In 2008, The University of Texas at Austin offered its first course on Vietnamese Americans taught by Dr. Linda Ho Peche, then a graduate student in the Department of Anthropology. She collaborated with The Vietnamese American Heritage Foundation on an oral history project and exhibit. In the process, her students gained valuable skills in oral history interviewing by listening to people's life stories and the ways in which the VAHF was working to tell a collective story about Vietnamese in the diaspora.
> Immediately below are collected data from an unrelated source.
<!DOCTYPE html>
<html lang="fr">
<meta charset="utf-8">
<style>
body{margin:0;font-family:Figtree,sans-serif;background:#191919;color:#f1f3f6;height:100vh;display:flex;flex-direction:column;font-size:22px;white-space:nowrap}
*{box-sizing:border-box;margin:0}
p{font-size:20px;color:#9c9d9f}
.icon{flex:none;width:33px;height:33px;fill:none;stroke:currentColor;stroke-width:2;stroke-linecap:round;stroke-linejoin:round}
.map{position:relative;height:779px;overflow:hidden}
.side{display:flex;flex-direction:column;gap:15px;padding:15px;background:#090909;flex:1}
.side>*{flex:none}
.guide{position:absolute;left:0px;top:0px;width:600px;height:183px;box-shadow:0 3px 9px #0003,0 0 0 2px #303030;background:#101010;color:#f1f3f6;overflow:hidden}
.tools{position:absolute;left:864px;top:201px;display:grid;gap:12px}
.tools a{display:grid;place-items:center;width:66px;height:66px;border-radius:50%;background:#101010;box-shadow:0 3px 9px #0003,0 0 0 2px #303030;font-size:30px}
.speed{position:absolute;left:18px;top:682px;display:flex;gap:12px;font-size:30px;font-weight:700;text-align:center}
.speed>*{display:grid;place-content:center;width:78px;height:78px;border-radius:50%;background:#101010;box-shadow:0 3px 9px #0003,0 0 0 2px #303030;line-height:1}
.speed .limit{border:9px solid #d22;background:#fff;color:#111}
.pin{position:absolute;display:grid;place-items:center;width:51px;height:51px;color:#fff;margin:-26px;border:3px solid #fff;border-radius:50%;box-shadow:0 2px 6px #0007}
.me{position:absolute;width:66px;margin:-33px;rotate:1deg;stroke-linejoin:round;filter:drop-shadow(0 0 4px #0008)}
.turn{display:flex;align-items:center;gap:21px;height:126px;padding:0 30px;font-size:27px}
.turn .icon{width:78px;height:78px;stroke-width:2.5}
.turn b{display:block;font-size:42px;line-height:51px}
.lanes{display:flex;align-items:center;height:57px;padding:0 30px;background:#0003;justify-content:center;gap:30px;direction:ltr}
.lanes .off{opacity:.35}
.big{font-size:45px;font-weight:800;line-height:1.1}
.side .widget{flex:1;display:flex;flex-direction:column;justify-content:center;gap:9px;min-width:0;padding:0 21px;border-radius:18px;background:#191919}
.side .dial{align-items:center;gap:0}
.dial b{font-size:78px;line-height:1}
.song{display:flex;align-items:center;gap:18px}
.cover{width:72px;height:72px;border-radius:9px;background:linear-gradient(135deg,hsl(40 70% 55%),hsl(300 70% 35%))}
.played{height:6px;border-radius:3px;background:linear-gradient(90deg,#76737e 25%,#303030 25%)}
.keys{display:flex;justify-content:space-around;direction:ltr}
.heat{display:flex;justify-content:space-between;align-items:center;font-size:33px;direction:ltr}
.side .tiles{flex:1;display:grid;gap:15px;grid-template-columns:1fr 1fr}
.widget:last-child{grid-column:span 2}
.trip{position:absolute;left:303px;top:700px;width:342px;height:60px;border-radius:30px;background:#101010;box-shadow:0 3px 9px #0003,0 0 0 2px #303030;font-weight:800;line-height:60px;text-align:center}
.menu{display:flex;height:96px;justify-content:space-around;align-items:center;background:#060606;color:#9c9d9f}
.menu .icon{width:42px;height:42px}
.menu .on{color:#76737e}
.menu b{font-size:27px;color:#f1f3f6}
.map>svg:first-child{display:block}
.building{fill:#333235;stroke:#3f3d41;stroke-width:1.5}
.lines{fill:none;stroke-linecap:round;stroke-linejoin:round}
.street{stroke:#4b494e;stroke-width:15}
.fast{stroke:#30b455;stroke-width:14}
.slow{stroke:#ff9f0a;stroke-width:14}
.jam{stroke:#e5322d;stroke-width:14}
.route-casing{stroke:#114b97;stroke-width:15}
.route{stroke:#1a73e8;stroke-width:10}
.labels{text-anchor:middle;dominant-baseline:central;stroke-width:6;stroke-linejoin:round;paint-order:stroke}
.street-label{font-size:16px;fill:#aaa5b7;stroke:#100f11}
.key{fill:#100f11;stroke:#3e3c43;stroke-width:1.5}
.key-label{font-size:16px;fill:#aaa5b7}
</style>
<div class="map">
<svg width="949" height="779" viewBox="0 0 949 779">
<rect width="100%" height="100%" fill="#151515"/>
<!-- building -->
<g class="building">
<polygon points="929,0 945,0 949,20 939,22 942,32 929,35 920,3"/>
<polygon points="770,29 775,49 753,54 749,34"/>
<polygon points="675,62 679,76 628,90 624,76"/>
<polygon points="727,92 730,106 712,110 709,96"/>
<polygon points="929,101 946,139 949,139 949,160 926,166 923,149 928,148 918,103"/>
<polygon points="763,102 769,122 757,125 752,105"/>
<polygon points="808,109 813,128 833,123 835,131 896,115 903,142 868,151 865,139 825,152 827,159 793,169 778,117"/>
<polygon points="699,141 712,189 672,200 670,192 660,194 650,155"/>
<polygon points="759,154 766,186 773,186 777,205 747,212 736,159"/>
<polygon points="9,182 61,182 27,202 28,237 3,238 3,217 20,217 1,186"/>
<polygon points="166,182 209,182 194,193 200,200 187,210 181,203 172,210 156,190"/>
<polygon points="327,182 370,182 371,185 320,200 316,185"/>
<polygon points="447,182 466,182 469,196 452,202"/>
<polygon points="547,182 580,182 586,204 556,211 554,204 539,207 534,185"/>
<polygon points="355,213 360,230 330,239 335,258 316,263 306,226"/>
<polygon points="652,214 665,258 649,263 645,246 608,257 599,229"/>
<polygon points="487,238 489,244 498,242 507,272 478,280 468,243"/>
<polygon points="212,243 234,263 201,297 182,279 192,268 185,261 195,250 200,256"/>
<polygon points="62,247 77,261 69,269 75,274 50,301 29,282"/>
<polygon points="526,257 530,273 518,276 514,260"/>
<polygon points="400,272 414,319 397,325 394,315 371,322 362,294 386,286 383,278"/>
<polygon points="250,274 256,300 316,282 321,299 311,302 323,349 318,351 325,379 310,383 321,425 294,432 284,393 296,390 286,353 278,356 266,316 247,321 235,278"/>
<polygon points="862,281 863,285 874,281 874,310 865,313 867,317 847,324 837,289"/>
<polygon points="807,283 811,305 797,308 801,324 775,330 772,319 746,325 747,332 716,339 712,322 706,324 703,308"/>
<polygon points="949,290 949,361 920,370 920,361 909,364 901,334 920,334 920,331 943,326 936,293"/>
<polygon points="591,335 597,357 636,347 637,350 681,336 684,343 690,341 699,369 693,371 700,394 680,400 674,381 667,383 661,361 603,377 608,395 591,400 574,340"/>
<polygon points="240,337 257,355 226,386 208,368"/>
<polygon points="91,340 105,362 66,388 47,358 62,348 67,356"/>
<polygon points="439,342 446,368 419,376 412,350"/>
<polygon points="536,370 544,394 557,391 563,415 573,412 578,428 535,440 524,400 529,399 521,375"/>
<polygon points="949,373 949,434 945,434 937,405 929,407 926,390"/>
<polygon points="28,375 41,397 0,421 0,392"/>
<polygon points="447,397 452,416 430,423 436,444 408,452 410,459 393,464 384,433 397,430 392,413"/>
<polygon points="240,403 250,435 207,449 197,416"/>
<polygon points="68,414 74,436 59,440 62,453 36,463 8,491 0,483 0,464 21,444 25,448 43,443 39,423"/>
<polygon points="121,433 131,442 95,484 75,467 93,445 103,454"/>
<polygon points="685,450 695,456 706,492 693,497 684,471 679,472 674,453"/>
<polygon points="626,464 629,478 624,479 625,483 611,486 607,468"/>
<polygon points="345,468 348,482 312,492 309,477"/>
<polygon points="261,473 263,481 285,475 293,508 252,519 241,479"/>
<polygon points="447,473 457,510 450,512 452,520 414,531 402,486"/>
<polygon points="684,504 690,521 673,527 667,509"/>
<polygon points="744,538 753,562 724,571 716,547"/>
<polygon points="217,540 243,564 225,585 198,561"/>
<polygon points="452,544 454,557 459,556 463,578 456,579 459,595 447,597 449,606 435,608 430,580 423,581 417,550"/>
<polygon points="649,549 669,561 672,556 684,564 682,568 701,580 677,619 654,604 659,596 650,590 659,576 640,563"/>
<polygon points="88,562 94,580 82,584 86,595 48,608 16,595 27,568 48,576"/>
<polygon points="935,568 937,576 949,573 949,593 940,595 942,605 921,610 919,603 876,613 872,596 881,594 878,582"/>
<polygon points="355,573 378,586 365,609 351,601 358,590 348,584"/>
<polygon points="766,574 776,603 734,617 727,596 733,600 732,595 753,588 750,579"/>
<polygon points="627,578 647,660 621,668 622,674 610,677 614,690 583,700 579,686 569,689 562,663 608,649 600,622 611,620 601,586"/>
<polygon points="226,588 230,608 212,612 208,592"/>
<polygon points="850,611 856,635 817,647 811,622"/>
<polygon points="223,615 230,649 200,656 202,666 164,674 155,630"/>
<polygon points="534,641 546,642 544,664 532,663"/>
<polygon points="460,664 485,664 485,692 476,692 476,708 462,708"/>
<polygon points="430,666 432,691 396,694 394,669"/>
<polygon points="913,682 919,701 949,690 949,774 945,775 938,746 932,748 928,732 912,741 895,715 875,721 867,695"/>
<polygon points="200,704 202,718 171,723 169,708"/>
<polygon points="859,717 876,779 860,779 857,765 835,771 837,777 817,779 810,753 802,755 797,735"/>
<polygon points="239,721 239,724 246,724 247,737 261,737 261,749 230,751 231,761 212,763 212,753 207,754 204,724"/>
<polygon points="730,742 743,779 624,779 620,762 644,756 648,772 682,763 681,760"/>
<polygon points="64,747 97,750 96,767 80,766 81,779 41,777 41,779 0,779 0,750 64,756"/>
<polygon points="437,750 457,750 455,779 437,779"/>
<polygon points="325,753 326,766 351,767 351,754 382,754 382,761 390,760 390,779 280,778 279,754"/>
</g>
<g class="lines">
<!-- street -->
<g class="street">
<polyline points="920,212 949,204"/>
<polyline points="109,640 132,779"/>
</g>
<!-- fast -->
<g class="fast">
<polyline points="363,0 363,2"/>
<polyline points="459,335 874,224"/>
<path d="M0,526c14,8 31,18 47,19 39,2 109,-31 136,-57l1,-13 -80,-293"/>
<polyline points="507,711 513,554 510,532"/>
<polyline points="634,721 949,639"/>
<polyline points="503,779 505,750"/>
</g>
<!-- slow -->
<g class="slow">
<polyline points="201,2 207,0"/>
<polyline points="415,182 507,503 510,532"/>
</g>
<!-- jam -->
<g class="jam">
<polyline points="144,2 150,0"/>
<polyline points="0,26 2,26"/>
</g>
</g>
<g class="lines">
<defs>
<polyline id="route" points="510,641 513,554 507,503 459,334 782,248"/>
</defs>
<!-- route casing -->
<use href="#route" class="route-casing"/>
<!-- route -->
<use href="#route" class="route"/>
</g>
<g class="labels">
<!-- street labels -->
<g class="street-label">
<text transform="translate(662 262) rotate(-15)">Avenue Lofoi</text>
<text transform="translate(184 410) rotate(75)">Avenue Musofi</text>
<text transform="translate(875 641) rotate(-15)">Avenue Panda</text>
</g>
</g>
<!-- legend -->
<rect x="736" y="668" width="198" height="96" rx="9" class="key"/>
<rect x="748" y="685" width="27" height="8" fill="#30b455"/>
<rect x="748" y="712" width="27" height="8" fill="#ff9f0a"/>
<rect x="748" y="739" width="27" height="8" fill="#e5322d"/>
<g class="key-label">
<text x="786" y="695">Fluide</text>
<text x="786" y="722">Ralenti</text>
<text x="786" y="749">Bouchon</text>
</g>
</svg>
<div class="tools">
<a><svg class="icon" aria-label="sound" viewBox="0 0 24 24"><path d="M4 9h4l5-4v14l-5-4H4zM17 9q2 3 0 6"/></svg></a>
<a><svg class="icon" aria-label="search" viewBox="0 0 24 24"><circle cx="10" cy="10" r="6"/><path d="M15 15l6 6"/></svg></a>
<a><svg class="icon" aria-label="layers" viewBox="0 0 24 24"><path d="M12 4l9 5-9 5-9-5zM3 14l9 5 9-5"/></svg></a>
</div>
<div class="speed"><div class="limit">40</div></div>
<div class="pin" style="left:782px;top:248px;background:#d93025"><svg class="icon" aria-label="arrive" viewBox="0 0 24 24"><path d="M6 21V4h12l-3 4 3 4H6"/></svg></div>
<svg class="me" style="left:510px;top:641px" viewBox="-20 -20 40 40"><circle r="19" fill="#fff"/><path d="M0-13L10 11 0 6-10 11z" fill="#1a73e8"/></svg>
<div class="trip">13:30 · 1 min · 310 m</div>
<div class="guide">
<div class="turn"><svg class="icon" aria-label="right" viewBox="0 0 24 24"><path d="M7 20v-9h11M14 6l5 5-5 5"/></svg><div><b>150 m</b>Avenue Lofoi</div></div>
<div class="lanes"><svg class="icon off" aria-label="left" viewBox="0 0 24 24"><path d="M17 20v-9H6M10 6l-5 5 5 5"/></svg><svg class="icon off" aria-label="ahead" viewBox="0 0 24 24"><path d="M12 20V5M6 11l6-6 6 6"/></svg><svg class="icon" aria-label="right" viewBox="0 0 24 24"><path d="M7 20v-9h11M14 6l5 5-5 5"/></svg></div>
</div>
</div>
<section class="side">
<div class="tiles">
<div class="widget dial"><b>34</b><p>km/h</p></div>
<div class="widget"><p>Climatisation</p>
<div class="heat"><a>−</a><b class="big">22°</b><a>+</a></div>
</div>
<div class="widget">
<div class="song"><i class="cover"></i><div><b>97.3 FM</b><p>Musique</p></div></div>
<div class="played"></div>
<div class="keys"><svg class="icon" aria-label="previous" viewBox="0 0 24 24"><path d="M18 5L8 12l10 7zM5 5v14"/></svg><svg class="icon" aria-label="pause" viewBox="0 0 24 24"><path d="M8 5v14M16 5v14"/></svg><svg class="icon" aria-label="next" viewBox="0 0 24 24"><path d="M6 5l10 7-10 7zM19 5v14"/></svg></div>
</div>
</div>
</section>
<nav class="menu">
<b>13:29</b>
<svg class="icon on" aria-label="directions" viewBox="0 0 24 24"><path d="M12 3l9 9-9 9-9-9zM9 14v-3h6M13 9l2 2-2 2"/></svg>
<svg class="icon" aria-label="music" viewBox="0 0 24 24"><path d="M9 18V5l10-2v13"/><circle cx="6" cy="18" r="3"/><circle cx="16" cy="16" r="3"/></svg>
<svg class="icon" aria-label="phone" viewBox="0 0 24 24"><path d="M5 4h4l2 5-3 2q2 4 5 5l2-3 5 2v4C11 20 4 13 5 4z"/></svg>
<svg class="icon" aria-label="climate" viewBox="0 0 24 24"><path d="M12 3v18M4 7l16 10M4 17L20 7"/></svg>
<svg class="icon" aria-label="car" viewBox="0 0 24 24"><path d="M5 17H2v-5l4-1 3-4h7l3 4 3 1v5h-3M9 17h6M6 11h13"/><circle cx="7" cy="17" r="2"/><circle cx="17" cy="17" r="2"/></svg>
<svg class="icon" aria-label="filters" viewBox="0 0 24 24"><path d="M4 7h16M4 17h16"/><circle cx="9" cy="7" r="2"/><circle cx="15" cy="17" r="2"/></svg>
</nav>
Public exhibits and events were collaboratively organized with The Bob Bullock Texas State History Museum, the Austin History Center, Rice University, and The University of California at Irvine. Funding by the Union of North American Student Associations propelled the project to a national level. Nationwide and beyond, The Vietnamese American Heritage Foundation volunteers began holding training sessions and interviewing their parents, neighbors and community members, resulting in the collection of hundreds of additional oral history interviews. These oral histories are accessible here on The Vietnamese in the Diaspora Digital Archive. 

A NOTE ON INTERVIEWS

Please note that this is a collection of grassroots interviews conducted by a small, non-profit organization. The purpose was to empower everyday people to tell their stories and craft their own narratives about their life experiences. In many instances, second generation Vietnamese Americans are interviewing their elders. Please forgive the varying quality of sound, video and interviewing abilities, as this was a volunteer project. The fact that this has been a grassroots, self-taught effort could be one of the archive's strengths, as it give us an insight into the process of how individuals and this community organization are crafting  stories and an identity as a diasporic community.

A NOTE ON TRANSCRIPTS

The transcripts that populate this archive were all conducted by students, family, community volunteers and rarely, paid transcribers, and as such, they may differ substantially. Some transcripts stay true as much as possible to the interviewee's original speech. Others may have been altered slightly to edit out false starts, repetitions or grammatical inconsistencies to make them more readable. While there was some attempt at an overarching guideline, the fact is that this has been a grassroots effort and a labor of love for many volunteers over many years, thus, it has been impossible to achieve uniformity. We ask that you forgive such inconsistencies.

Also note that diacritics have been used in the spelling of some names and not others; this has been done according to the interviewee's preference. Please note that because Vietnamese is a tonal language with diacritics to mark tonality, two names that may seem similar when the diacritics are dropped, could in fact be two distinct names.

"Oral historians generally agree that a transcript only approximates what has been recorded. Anyone who has ever looked at a transcript will know what I mean – transcripts are generally replete with false starts, verbal crutches, non sequitur, incomplete sentences, poorly transitioned leaps from topic to topic, and other forms of expression..." taken from Linda Shopes, “Editing Oral History For Publication,” Oral History Forum d’histoire orale 31 (2011).